One agent may be struggling to find buyers for all the homes they’ve listed for sale, while another laments the lack of homes to bring their buyer to see! Depending on the perspective you are viewing the marketplace from, whether town to town or price point to price point, the stories are as varied as the styles of homes to choose from.
New numbers from the National Association of REALTORS® show sales of existing homes were virtually unchanged from the month before. Down 0.7 percent from June, sales were up in the West but a drop in the Northeast negated the gains. Lawrence Yun, NAR’s chief economist, says a lack of available homes continues to hold sales back. “Listings continue to go under contract in under a month, which highlights the feedback from REALTORS® that buyers are swiftly snatching up moderately-priced properties,” Yun said. “Existing supply is still not at a healthy level, and new home construction is not keeping up to meet demand.” In short, there are more buyers than there are homes for sale in many markets, and it’s making it challenging for buyers this summer. Fifty-five percent of the homes sold in July were on the market for less than a month and, though inventory had been seeing modest gains, it stalled in July. That means market conditions aren’t likely to change much in the months to come, so buyers should prepare for competition this fall and make sure to be pre-approved by a lender before heading out to look at homes.
While certainly every price point will be affected by economic influences, those effects are not similarly duplicated across the spectrum. For instance, the rise in interest rates to as much as 4.62% or more have affected affordability for everyone who is relying on a mortgage to make their home purchase. But those effects have not had the same consequence for everyone. In fact, a higher interest rate tends to be more restrictive to the buyer at lower price points. In addition, home sales at the higher price points have barely felt the squeeze of inventory woes which have been dominating the buying and selling stories at low to mid-range priced housing for a long time now.

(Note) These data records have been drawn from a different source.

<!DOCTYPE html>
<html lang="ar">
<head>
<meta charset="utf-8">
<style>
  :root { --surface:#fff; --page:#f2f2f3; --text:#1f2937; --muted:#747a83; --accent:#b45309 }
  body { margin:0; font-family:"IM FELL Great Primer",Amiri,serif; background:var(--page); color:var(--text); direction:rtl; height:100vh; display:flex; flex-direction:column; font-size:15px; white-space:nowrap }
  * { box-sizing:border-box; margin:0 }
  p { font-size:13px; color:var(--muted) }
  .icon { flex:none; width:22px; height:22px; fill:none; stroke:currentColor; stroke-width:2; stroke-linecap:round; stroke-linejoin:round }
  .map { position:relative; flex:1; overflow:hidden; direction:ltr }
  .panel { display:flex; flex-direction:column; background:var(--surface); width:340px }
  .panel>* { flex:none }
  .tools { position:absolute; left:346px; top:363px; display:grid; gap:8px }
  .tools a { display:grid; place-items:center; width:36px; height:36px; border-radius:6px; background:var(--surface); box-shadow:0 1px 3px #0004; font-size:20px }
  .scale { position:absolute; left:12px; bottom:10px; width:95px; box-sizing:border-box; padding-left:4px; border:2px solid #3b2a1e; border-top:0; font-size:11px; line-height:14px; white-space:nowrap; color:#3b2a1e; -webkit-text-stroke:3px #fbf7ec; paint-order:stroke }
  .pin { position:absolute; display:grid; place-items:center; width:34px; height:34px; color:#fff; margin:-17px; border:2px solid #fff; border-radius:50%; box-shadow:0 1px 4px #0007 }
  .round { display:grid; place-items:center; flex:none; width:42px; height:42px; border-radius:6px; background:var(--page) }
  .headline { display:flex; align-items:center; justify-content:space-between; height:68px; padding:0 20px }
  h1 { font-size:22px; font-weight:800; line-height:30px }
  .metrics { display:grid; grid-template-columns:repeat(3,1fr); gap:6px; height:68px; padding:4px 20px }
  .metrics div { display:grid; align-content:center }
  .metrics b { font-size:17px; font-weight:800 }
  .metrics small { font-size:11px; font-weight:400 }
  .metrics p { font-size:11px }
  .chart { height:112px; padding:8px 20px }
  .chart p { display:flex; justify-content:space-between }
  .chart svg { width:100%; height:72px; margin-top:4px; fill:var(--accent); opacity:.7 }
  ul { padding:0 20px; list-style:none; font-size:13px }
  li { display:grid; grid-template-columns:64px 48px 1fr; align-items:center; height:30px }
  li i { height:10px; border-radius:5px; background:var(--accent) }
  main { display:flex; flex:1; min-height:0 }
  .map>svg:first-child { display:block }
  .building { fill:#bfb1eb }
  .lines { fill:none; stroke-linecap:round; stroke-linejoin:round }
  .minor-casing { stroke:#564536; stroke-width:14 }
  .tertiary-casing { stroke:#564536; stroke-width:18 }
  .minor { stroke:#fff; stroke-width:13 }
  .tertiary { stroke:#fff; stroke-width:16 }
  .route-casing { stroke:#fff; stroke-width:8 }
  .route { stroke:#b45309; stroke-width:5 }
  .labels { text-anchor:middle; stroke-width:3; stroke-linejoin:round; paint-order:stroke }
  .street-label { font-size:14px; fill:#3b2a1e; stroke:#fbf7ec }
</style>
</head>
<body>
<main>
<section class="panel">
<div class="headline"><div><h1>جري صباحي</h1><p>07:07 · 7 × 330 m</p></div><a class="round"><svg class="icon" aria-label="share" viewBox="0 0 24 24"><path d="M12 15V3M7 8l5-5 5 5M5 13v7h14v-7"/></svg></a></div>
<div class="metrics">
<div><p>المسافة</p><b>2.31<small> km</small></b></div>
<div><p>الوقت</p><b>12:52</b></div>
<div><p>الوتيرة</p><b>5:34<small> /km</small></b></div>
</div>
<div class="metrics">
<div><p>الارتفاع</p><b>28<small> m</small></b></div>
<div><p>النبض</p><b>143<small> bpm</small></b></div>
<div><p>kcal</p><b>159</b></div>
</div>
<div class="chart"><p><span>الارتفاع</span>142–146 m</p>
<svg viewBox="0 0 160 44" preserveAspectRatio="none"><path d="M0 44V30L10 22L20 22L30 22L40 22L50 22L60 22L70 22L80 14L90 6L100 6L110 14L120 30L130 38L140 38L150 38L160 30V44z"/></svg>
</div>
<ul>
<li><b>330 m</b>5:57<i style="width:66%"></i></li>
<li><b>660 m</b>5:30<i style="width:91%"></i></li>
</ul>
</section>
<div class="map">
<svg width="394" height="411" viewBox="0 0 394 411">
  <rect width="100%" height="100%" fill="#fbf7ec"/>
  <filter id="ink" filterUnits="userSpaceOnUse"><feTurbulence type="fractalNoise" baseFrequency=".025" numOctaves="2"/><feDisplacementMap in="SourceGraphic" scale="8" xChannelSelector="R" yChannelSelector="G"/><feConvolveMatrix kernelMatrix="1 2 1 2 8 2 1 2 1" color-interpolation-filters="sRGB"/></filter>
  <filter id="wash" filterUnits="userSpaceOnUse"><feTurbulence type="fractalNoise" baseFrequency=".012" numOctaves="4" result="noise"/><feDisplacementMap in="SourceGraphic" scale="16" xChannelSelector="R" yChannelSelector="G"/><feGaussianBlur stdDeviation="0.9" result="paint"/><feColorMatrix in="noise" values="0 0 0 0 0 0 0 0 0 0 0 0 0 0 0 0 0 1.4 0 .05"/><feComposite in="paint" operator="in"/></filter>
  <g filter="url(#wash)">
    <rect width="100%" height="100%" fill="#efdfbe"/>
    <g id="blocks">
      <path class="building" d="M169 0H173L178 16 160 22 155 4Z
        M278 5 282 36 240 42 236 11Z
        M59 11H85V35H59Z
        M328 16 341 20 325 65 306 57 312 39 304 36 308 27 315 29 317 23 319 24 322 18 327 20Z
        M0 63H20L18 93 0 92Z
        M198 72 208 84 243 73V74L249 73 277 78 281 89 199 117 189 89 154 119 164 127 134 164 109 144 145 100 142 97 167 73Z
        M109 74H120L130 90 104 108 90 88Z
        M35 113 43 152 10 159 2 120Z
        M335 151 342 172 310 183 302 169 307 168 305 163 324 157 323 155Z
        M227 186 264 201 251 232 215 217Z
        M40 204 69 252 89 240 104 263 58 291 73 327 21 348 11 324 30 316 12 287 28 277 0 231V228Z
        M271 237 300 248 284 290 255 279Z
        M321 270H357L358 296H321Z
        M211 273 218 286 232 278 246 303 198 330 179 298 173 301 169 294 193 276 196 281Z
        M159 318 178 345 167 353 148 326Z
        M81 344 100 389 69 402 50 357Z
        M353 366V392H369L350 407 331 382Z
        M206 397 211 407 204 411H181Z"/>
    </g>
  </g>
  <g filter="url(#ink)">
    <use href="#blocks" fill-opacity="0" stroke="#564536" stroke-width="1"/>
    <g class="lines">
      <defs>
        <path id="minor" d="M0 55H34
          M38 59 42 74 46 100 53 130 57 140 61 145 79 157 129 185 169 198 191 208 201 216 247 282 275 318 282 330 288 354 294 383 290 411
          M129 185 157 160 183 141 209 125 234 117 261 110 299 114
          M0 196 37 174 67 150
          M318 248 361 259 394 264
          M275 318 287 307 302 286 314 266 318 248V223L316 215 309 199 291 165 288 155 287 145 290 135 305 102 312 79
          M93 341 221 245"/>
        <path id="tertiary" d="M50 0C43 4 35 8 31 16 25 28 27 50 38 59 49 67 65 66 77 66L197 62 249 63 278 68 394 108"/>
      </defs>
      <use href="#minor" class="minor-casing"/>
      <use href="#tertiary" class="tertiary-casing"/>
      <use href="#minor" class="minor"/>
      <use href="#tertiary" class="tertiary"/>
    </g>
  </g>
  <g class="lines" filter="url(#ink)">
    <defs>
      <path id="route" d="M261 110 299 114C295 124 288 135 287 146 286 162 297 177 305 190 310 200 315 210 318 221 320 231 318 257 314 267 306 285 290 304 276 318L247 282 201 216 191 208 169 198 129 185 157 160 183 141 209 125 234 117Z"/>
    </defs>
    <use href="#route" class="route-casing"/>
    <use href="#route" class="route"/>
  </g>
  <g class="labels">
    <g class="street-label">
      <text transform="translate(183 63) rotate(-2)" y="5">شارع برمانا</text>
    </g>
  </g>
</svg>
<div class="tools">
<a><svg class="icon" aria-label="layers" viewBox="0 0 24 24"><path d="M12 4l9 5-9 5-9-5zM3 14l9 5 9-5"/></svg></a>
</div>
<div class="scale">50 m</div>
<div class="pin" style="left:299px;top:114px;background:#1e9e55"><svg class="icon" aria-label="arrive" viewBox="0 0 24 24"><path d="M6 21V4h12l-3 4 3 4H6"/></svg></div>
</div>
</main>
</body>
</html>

Along with the economic reasons which affect the whole of the real estate markets across the country, the steady influx of new residents specifically to Colorado presents its own unique set of variables to the mix. Another factor with great repercussions on both inventory levels and sale prices are the number of first-time buyers in the marketplace across the Front Range. The average first-time buyer is 30-32 years of age, which means millennials now dominate the buying market. With more than 75 million millennials coming into their “buying age”, they are quickly outnumbering the baby boomer generation and directly affecting housing inventory. There just aren’t enough homes on the market in the first time buyer price point to satisfy the demand of all those who want to make that first purchase.
Further analysis reveals that new formulas, not based on boomer behaviors, are needed to calculate supply and demand for the future. Because what a baby boomer wants in a home and what a millennial prefers are not the same. New construction should help in that area, and meanwhile, real estate professionals are working diligently to connect with the preferences of the upcoming generation of millennial buyers and sellers and their preferred modes of information exchange.
These varying factors have resulted in a market that continues to favor sellers. A more balanced market is most likely coming by the end of the year as adjustments are made to accommodate the largest generation of home buyers in as much as a millennium.